Pairwise Deletion v.s. Listwise Deletion
Published:
This summer I am very fortunate to have the chance to validate a newly developed statistical software. One thing I learned is the differences between pairwise deletion and listwise deletion. When both of these two methods are common practices in taking care of missing values, results can be different and choosing which method to use requires more consideration.
Listwise deletion means to remove the observation entirely from the data if it includes missing values. After listwise deletion, the data will contain no missing values, therefore, subsequent analyses can be applied on this smaller yet complete data. An obvious drawback of this practice is that it can lead to a great loss of data. If many observations contain missing values, listwise deletion will remove those observations entirely out and result in a fairly small dataset. Inadequate dataset can make subsequent analyses inappropriate or unreliable.
Different form listwise deletion, pairwise deletion still includes the observations with missing values into analysis. When the analysis involves pairs of values (e.g., correlation or covariance), the pairs that have missing values will be removed. The first impression of pairwise deletion is that it can serve as a direct remedy for listwise deletion’s data-loss issue by taking into account as much data as possible. However, for some analysis, this practice can be problematic.

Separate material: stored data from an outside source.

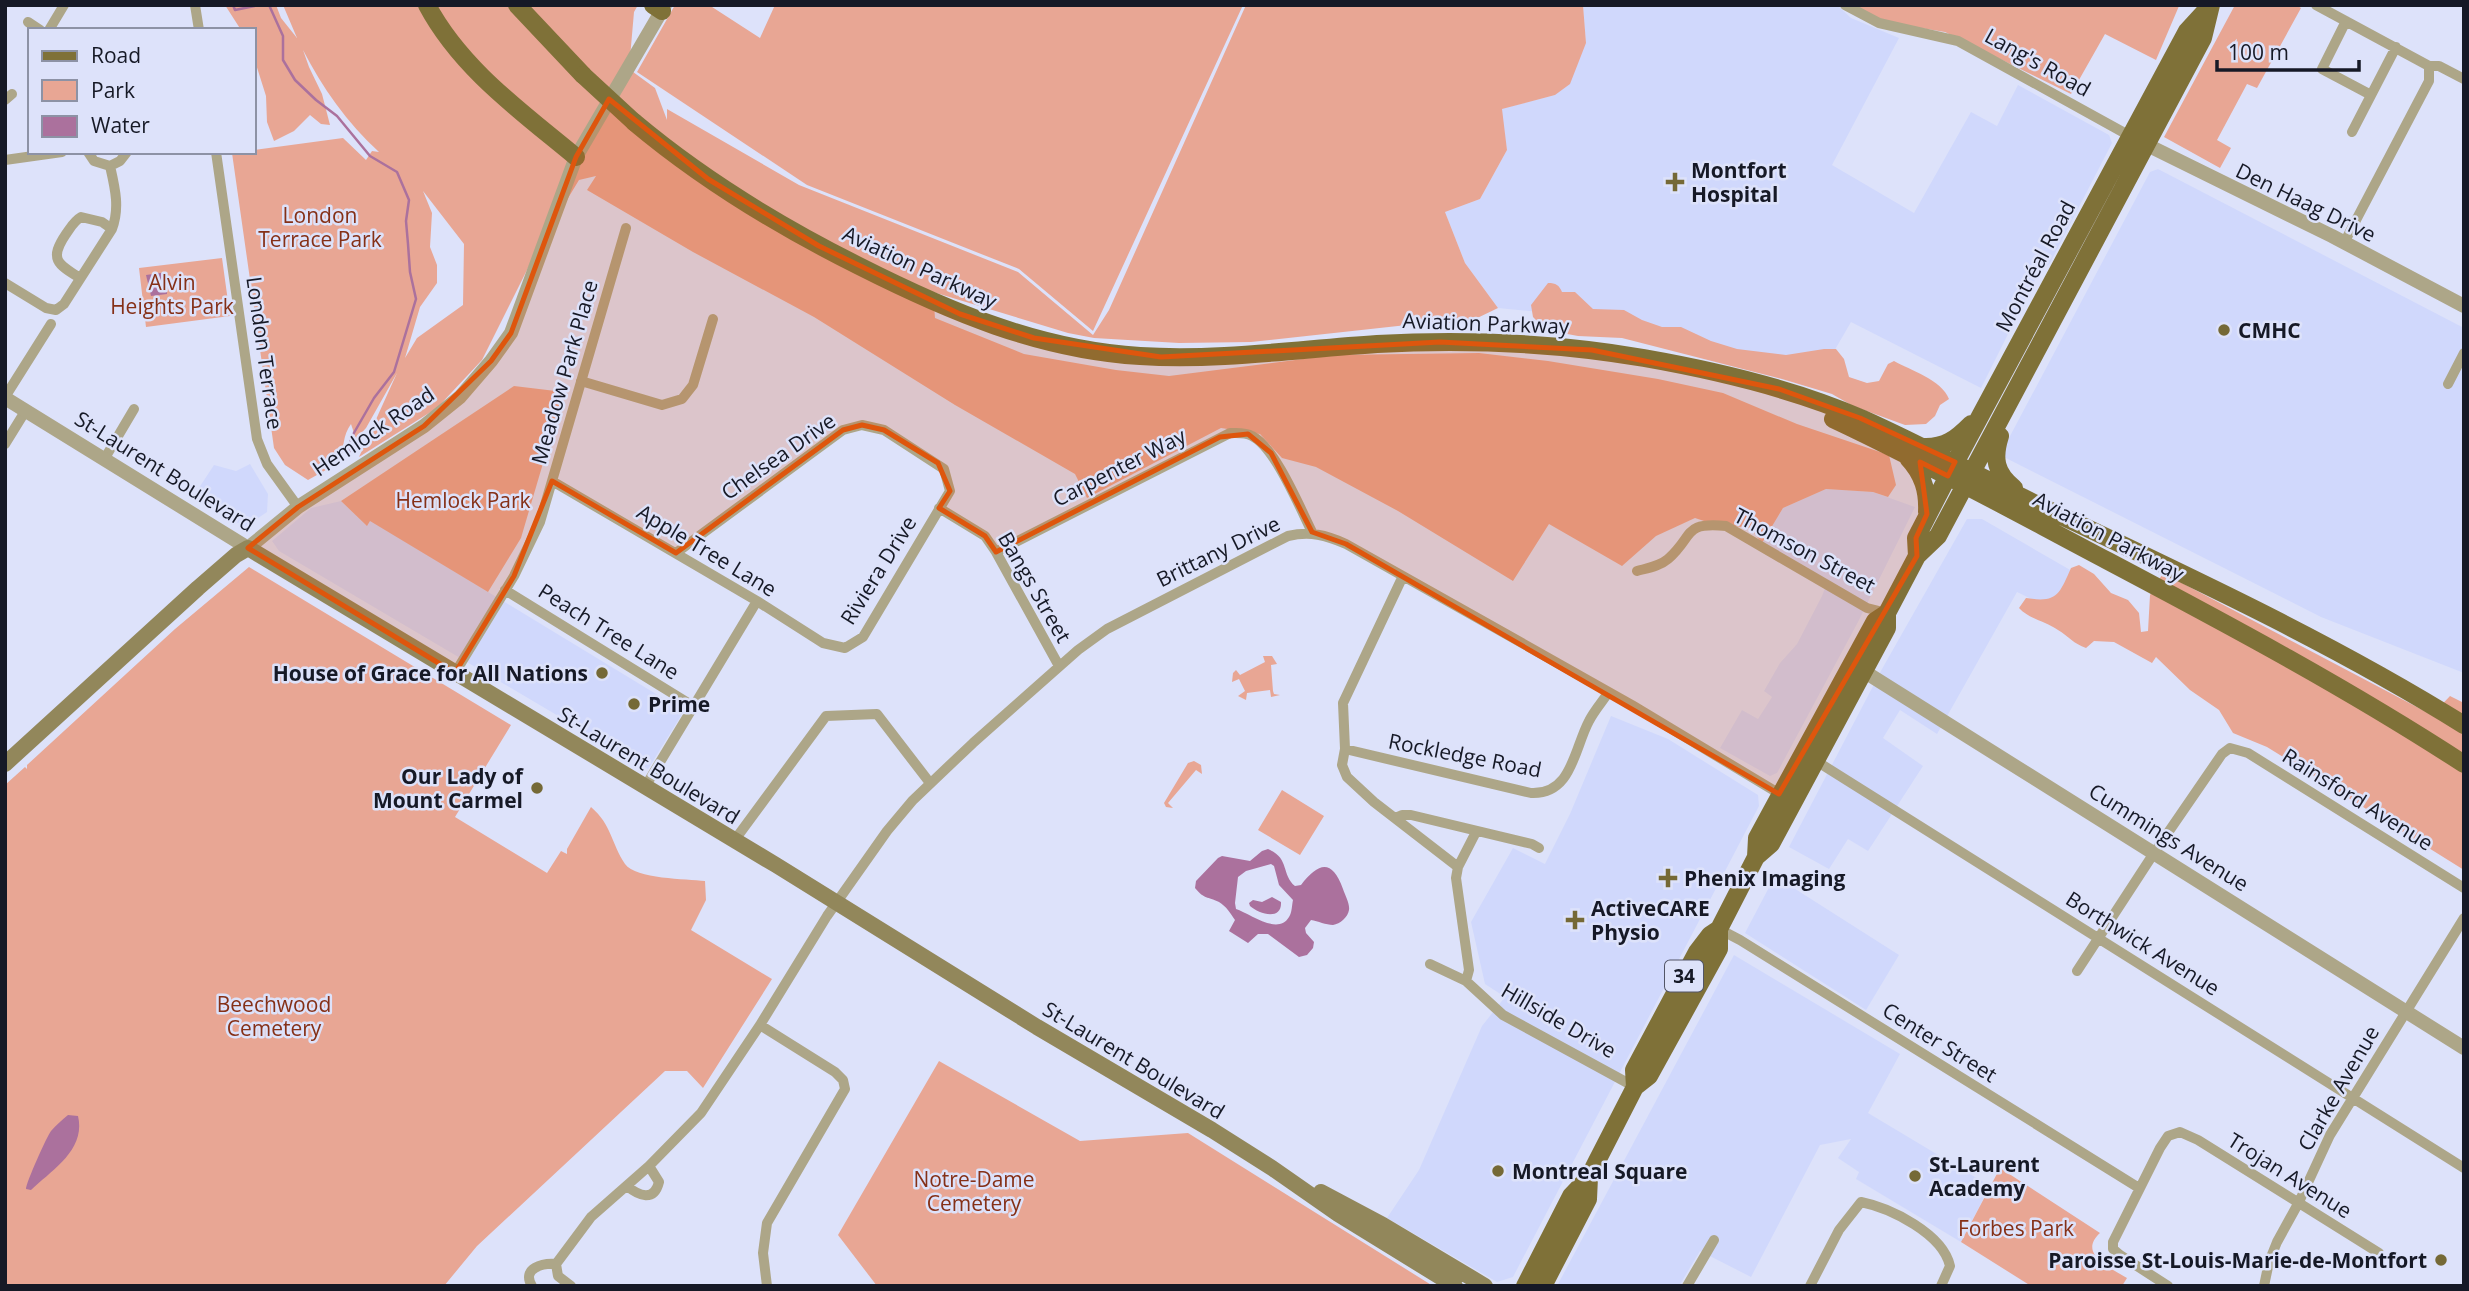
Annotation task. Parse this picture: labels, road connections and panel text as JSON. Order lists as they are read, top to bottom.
{
  "streets": {
    "main road": [
      "Montréal Road",
      "Aviation Parkway",
      "Hemlock Road",
      "St-Laurent Boulevard",
      "34"
    ],
    "street": [
      "Lang's Road",
      "Den Haag Drive",
      "London Terrace",
      "Meadow Park Place",
      "Chelsea Drive",
      "Carpenter Way",
      "Apple Tree Lane",
      "Thomson Street",
      "Brittany Drive",
      "Riviera Drive",
      "Bangs Street",
      "Peach Tree Lane",
      "Rockledge Road",
      "Rainsford Avenue",
      "Cummings Avenue",
      "Borthwick Avenue",
      "Hillside Drive",
      "Center Street",
      "Clarke Avenue",
      "Trojan Avenue"
    ]
  },
  "crossings": [
    ["Lang's Road", "Den Haag Drive"],
    ["Lang's Road", "Montréal Road"],
    ["Den Haag Drive", "Montréal Road"],
    ["Montréal Road", "Aviation Parkway"],
    ["Montréal Road", "Thomson Street"],
    ["Montréal Road", "Brittany Drive"],
    ["Montréal Road", "Cummings Avenue"],
    ["Montréal Road", "Borthwick Avenue"],
    ["Montréal Road", "Hillside Drive"],
    ["Montréal Road", "Center Street"],
    ["London Terrace", "Hemlock Road"],
    ["Meadow Park Place", "St-Laurent Boulevard"],
    ["Meadow Park Place", "Apple Tree Lane"],
    ["Meadow Park Place", "Peach Tree Lane"],
    ["Hemlock Road", "St-Laurent Boulevard"],
    ["Chelsea Drive", "Apple Tree Lane"],
    ["Chelsea Drive", "Riviera Drive"],
    ["Chelsea Drive", "Bangs Street"],
    ["Carpenter Way", "Brittany Drive"],
    ["Carpenter Way", "Bangs Street"],
    ["St-Laurent Boulevard", "Brittany Drive"],
    ["Apple Tree Lane", "Riviera Drive"],
    ["Brittany Drive", "Bangs Street"],
    ["Brittany Drive", "Rockledge Road"],
    ["Riviera Drive", "Bangs Street"],
    ["Rainsford Avenue", "Cummings Avenue"],
    ["Cummings Avenue", "Clarke Avenue"],
    ["Borthwick Avenue", "Clarke Avenue"],
    ["Center Street", "Trojan Avenue"],
    ["Clarke Avenue", "Trojan Avenue"]
  ],
  "parks": [
    "London Terrace Park",
    "Alvin Heights Park",
    "Hemlock Park",
    "Beechwood Cemetery",
    "Notre-Dame Cemetery",
    "Forbes Park"
  ],
  "places": {
    "health": ["Montfort Hospital", "Phenix Imaging", "ActiveCARE Physio"],
    "other": [
      "CMHC",
      "House of Grace for All Nations",
      "Prime",
      "Our Lady of Mount Carmel",
      "Montreal Square",
      "St-Laurent Academy",
      "Paroisse St-Louis-Marie-de-Montfort"
    ]
  },
  "legend": ["Road", "Park", "Water"],
  "scale_bar": "100 m"
}
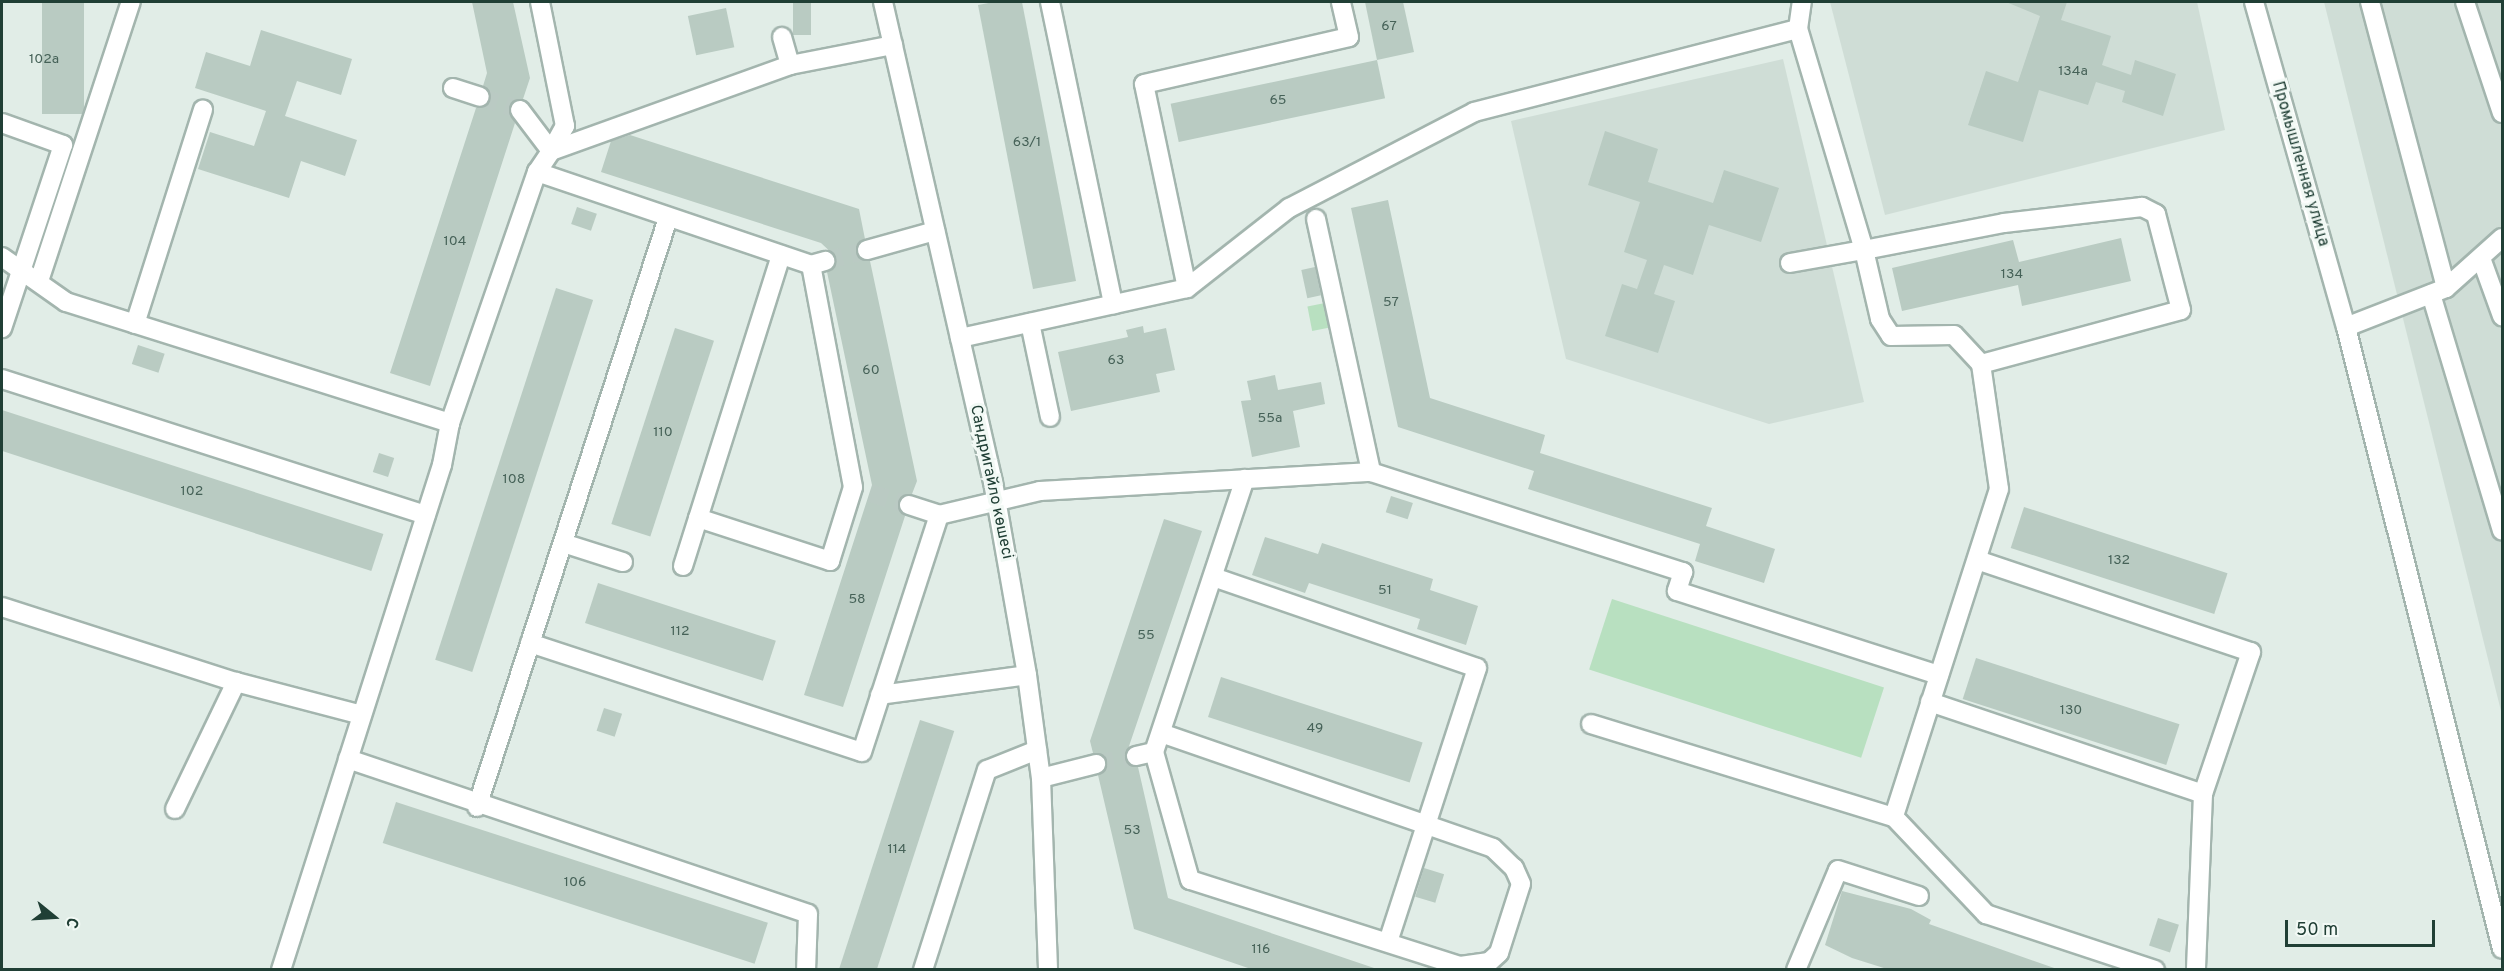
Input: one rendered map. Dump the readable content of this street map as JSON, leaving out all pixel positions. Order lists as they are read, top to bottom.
{
  "streets": {
    "street": ["Промышленная улица", "Сандригайло көшесі"]
  },
  "house_numbers": [
    "67",
    "102а",
    "134а",
    "65",
    "63/1",
    "104",
    "134",
    "57",
    "63",
    "60",
    "55а",
    "110",
    "108",
    "102",
    "132",
    "51",
    "58",
    "112",
    "55",
    "130",
    "49",
    "53",
    "114",
    "106",
    "116"
  ],
  "scale_bar": "50 m",
  "north": "right"
}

An example here is reliability analysis: the coefficient alpha. Coefficient alpha is calculated by
\[\frac{m}{m-1} *(\frac{\sum_{i \neq j}^m cov(x_i,x_j)}{var(x_{r})})\]where $m$ is number of items, $x_i$ is response to $i^{th}$ item, $x_r$ is sum score from $x_1$ to $x_m$. This formula involves both covariances and variances in computation. Pairwise deletion will remove some pairs in computing covariances, however, used all available data in computing variances, which makes the nominator and denominator be inconsistent with each other, as a result, lowered the precision of the result. Paul D. Allison (2002) also noted that pairwise deletion may make correlation matrix not positive definite.
Pairwise deletion should be used in caution. Many software, such as SAS or SPSS, has made listwise deletion as the default. However, one should note that this is not the ultimate solution of handling missing values. Except for data-loss issue, listwise deletion may also bring bias if missing is not completely at random. Unfortunately, this missing mechanism most commonly happens in real life. This is where various imputation methods come in.
Reference
Allison Paul, D. (2002). Missing Data: Quantitative Application in Social Sciences. British Journal of Mathematical and Statistical Psychology, 55(1), 193-96.